Title: Re: Brightpoint (working name)
Post by: saltmummy626 on August 29, 2016, 10:57:20 pm
Her name, had been Lydia Balsam. Her title in the historical sociaty had been "journeyman historian." Being imperfect, Lydia had been around for a long time. She had spent her first couple decades of imperfection in her body, but as time had gone on it became increasingly clear that she wouldn't have it forever. She made up for her rapidly deteriorating appearance by wearing masks with hoods, and donning rather modest long sleeved clothes with gloves. One day, as she went through her regular routine of examining artifacts and regularly cursing her own existence, her body had simply collapsed, leaving her standing at her work table unable to manipulate her tools. The associate who had come to check her reports had found her that way, staring down at herself. She remembered that his first remark had been, rather tactlessly, "Well... at least you won't be so unpleasant to be around anymore." It had taken some time after that, but eventually she learned to manipulate things by will, a practice she never mastered, and to alter her own appearance which she also never quiet mastered. For her own feelings on the matter, she liked that she didn't need her spectacles anymore and she didn't have to sleep, drink, or eat. Back in those days, as a historian, it was a blessing. Sort of. Now that there was no one around though, it was a curse. A curse of loneliness and a meaningless existence. Gulgatha had become dangerous to her as well. The streets where people had gone about their day to day business as she looked on unseen, had filled with demons and imps, eager to drink in her vital essence. She had hidden herself away, looking out through windows only to veiw the devastation wrought upon the city. They said that Gulgatha had started it's existence as a necropolis, the evidence of her spectral eyes suggested that it had returned to that ancient state.
Title: Re: Brightpoint (working name)
Post by: saltmummy626 on August 29, 2016, 10:58:43 pm
Ferret's first response was to be startled, her second was a brief moment of terror after she had spun about, scrabbling at her belt to try and draw her sword.
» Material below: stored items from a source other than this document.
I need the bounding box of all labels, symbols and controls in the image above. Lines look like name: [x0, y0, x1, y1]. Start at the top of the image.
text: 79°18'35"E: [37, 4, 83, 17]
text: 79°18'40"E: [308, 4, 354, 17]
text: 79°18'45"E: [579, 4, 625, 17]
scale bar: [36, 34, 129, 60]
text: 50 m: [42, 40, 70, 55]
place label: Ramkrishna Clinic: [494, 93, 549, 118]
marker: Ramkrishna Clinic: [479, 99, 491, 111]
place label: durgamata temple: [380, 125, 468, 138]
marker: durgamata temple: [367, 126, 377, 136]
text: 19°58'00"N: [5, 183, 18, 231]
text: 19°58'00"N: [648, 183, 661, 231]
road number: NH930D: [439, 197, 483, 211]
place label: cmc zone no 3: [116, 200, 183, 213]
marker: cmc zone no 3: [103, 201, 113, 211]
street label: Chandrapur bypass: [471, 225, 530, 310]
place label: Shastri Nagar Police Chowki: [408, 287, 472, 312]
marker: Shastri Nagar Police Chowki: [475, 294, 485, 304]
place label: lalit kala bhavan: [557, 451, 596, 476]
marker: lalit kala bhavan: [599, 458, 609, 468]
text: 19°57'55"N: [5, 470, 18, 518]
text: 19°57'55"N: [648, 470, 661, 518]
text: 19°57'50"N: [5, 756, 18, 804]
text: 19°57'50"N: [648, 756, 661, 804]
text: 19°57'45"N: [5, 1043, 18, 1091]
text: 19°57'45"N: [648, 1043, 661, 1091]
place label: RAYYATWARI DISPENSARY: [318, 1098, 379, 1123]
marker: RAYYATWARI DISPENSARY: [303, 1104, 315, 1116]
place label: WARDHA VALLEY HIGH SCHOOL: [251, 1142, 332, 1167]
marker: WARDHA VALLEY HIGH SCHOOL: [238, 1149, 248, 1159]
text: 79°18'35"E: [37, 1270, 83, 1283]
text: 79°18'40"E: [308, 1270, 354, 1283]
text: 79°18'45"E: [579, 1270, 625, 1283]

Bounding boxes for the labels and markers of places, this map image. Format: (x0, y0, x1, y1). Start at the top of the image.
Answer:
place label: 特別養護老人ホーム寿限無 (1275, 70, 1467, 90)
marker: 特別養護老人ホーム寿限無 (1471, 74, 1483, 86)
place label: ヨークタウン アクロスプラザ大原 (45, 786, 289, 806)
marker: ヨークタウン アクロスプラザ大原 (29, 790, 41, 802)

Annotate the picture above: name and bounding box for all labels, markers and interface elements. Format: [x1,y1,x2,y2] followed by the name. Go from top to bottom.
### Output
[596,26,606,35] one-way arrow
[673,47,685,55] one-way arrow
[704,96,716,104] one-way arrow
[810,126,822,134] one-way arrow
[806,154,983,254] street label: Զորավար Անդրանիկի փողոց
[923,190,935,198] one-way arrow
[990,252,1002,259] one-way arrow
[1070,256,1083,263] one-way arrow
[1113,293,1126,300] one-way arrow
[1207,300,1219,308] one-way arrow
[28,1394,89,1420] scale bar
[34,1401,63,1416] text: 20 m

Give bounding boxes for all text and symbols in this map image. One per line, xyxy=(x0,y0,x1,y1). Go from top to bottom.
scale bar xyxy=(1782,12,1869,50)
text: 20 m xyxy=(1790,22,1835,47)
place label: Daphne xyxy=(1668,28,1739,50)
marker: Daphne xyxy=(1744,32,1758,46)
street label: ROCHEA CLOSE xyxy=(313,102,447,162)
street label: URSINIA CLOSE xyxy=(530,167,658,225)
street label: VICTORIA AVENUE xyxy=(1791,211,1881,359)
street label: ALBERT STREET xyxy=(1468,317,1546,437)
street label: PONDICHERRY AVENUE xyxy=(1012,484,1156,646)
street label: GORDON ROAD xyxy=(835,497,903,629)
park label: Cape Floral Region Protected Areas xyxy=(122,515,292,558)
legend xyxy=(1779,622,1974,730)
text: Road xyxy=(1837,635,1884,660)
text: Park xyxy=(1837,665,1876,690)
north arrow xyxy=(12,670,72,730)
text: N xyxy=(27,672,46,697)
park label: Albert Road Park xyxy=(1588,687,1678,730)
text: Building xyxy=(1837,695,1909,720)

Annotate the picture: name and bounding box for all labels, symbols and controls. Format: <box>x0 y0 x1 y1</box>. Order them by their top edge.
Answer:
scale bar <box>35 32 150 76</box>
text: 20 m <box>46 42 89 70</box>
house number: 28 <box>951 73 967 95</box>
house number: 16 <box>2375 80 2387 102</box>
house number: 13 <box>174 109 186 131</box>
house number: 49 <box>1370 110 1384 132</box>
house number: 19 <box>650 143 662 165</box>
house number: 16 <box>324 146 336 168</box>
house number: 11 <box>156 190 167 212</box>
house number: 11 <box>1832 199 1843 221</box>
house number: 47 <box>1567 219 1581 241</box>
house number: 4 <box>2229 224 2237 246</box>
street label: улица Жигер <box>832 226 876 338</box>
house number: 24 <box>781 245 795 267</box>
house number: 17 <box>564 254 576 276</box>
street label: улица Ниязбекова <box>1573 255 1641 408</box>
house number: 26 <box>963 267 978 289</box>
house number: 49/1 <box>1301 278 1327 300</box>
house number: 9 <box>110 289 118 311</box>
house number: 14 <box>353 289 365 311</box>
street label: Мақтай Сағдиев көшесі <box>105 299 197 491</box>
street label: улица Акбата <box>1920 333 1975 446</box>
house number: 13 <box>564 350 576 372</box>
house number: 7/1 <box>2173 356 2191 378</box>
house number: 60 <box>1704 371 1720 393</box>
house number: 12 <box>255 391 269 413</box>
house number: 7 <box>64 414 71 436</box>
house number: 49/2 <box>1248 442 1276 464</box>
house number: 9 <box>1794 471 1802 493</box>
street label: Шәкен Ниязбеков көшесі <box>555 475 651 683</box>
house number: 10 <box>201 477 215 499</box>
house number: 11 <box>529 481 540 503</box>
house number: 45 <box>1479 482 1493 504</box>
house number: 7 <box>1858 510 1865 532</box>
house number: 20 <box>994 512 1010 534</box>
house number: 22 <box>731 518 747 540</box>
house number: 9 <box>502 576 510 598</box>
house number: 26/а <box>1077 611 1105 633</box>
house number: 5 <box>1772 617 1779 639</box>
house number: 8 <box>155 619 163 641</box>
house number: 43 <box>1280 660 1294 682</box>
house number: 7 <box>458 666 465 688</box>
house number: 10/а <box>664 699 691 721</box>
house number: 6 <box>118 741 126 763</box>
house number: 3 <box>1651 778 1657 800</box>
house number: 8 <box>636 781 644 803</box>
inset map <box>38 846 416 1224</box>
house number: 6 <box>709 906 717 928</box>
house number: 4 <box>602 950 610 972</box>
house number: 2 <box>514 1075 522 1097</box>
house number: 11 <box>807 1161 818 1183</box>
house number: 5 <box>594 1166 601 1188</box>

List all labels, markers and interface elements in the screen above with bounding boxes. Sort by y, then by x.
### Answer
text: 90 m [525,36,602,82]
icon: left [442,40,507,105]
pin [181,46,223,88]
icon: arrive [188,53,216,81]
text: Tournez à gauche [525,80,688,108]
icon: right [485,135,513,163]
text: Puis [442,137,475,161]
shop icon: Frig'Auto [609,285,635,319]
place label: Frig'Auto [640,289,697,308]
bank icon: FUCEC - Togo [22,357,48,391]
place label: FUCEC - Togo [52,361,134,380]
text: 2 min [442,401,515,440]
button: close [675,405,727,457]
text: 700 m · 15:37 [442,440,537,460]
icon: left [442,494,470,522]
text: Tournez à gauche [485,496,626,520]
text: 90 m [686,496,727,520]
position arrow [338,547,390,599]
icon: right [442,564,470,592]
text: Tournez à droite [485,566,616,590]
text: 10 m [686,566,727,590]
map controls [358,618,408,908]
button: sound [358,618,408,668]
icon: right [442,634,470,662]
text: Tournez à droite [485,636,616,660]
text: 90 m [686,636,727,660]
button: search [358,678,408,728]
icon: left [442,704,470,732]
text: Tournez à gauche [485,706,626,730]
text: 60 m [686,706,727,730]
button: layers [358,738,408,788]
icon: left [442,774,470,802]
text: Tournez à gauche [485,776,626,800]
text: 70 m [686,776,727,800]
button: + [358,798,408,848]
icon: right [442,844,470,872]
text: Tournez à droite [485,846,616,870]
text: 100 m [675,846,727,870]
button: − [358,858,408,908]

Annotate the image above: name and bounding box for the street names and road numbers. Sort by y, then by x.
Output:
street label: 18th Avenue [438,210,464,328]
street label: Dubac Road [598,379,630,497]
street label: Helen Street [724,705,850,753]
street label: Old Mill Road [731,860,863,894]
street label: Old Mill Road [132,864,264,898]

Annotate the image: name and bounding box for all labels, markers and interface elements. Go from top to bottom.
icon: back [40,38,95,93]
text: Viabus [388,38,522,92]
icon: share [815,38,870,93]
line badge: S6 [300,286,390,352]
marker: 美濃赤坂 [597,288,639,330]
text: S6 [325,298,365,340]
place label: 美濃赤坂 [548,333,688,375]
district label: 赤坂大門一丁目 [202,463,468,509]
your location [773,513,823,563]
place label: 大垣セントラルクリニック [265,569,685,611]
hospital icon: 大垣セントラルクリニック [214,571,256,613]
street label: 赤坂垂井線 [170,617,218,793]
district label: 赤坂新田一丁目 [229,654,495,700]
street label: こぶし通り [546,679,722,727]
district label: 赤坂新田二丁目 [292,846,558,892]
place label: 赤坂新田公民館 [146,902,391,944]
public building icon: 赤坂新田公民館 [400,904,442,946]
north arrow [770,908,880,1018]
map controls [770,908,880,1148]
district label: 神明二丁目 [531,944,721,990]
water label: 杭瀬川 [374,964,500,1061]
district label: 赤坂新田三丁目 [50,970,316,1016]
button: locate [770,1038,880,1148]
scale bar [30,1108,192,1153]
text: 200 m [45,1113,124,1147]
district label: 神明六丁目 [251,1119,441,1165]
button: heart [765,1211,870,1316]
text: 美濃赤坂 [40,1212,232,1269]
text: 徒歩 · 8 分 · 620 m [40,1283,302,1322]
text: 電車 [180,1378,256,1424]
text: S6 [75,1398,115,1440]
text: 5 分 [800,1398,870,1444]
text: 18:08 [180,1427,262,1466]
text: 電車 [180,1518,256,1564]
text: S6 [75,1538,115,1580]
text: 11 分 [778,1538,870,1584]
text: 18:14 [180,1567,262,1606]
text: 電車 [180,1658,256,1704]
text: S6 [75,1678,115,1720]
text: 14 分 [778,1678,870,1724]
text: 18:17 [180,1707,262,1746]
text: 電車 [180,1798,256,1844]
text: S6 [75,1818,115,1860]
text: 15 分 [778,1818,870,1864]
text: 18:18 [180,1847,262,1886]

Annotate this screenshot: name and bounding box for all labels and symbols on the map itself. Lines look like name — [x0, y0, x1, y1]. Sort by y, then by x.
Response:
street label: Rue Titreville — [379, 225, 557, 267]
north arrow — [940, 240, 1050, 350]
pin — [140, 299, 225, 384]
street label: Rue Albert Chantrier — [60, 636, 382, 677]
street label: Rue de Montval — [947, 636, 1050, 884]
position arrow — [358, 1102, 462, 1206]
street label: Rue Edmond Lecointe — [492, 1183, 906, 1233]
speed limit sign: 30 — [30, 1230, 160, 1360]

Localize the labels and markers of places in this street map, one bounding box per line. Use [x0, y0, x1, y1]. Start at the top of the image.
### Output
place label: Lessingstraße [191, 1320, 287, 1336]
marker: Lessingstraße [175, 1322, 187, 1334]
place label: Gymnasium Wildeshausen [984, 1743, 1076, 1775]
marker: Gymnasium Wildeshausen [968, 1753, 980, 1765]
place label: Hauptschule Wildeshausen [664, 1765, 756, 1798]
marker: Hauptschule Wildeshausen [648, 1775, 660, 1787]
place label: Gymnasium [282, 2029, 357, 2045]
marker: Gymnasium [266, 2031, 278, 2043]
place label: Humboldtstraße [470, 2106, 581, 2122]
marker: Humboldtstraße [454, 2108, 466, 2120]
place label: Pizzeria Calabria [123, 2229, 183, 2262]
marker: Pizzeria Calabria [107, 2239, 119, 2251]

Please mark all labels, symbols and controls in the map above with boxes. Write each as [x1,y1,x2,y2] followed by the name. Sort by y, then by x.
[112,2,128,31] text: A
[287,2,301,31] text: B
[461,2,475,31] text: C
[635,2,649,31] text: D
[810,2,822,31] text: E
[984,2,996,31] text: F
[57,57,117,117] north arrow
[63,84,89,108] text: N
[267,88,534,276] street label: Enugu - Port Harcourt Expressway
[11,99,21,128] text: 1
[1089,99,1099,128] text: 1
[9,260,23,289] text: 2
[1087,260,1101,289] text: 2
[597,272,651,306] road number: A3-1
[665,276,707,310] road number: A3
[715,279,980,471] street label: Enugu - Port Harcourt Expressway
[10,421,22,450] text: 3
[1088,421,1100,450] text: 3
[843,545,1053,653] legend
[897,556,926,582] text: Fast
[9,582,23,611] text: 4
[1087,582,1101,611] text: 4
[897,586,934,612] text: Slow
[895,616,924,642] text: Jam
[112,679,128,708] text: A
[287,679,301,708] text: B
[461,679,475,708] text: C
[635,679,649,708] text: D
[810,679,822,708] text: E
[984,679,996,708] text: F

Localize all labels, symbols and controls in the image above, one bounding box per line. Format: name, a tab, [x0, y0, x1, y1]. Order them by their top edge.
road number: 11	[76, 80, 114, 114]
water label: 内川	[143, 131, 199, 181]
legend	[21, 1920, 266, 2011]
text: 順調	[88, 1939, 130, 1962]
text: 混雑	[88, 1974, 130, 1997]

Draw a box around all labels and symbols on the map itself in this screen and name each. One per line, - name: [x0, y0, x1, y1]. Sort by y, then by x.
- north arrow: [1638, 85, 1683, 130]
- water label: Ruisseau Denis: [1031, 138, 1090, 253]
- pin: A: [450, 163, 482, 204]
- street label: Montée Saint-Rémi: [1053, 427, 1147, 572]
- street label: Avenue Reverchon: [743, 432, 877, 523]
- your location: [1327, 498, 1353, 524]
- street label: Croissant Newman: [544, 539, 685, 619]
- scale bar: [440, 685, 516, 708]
She felt a great deal of panic, but could see that the woman, who would identify herself as "Lydia," was visibly excited. Ferret had finally managed to draw her sword, and though it's appearance was clearly of some discomfort to Lydia, it could not wipe the look of joy she bore. "Please, please," she said, turning her head from something ferret couldn't see, "put it away please, it pains me to look at it. I don't want to hurt you, It's been too long a time since I've spoken to anyone to want to harm you. I'm Lydia. Who are you? Where do you come from? Why are you here? Where are you going?" and a flood of other questions. Her sincerity was disarming, and Ferret found it difficult to be terrified of such earnestness. "I... Sorry, could you slow down a bit?" The situation was bizarre, never had she ever thought of the possibility of encountering someone reasonable, alive or dead, in the ruins of the city.
Title: Re: Brightpoint (working name)
Post by: Perigrin on August 29, 2016, 10:59:01 pm
Spoilers are hard to read on my phone, I will read it on the morrow.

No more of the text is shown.